Changing strings in files

Manfred Lotz ml_news at posteo.de
Tue Nov 10 04:07:10 EST 2020


On Tue, 10 Nov 2020 18:37:54 +1100
Cameron Simpson <cs at cskk.id.au> wrote:

> On 10Nov2020 07:24, Manfred Lotz <ml_news at posteo.de> wrote:
> >I have a situation where in a directory tree I want to change a
> >certain string in all files where that string occurs.
> >
> >My idea was to do
> >
> >- os.scandir and for each file  
> 
> Use os.walk for trees. scandir does a single directory.
> 

Perhaps better. I like to use os.scandir this way

def scantree(path: str) -> Iterator[os.DirEntry[str]]:
    """Recursively yield DirEntry objects (no directories)
          for a given directory.
    """ 
    for entry in os.scandir(path):
        if entry.is_dir(follow_symlinks=False):
            yield from scantree(entry.path)

        yield entry

Worked fine so far. I think I coded it this way because I wanted the
full path of the file the easy way.



> >   - check if a file is a text file  
> 
> This requires reading the entire file. You want to check that it 
> consists entirely of lines of text. In your expected text encoding - 
> these days UTF-8 is the common default, but getting this correct is 
> essential if you want to recognise text.
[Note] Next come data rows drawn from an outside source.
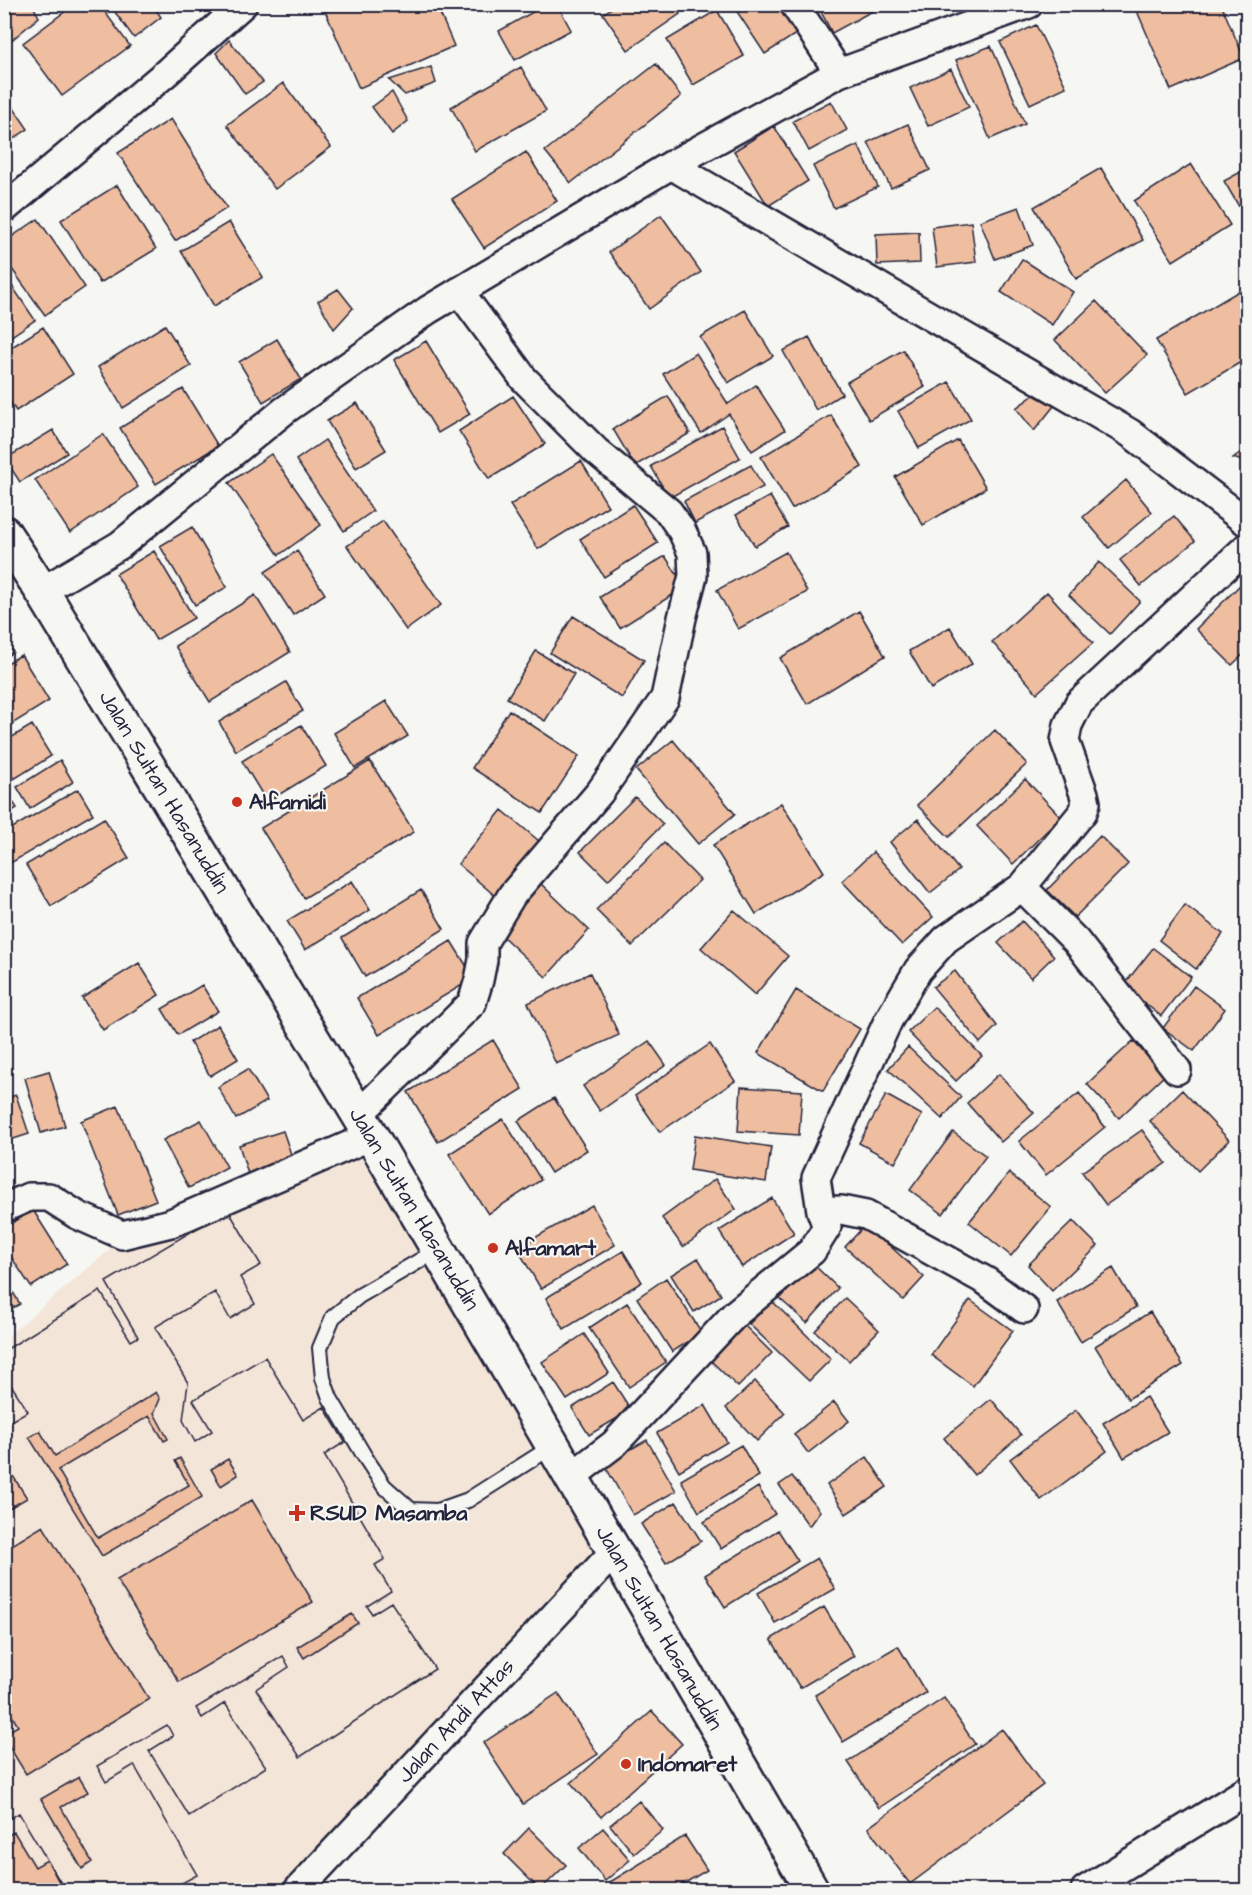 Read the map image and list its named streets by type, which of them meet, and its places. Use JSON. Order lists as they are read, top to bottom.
{
  "streets": {
    "highway": ["Jalan Sultan Hasanuddin"],
    "street": ["Jalan Andi Attas"]
  },
  "crossings": [
    ["Jalan Sultan Hasanuddin", "Jalan Andi Attas"]
  ],
  "places": {
    "other": ["Alfamidi", "Alfamart", "Indomaret"],
    "health": ["RSUD Masamba"]
  }
} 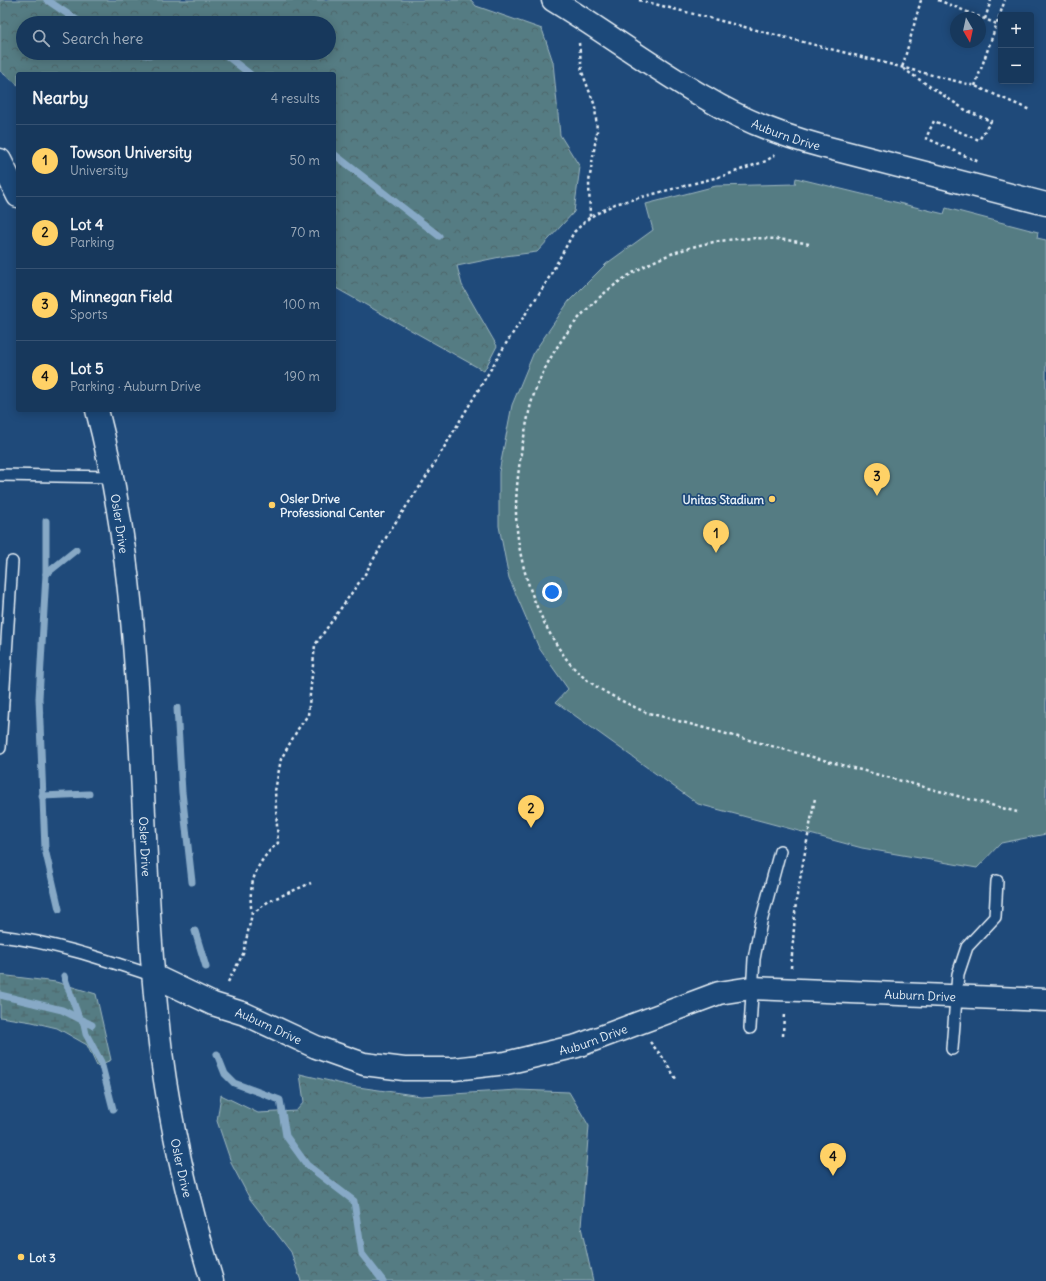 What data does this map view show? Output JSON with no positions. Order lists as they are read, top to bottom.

So as a first cut, totally 
> untested:
> 
> ...

The reason I want to check if a file is a text file is that I don't
want to try replacing patterns in binary files (executable binaries,
archives, audio files aso).

Of course, to make this nicely work some heuristic check would be the
right thing (this is what file command does). I am aware that an
heuristic check is not 100% but I think it is good enough.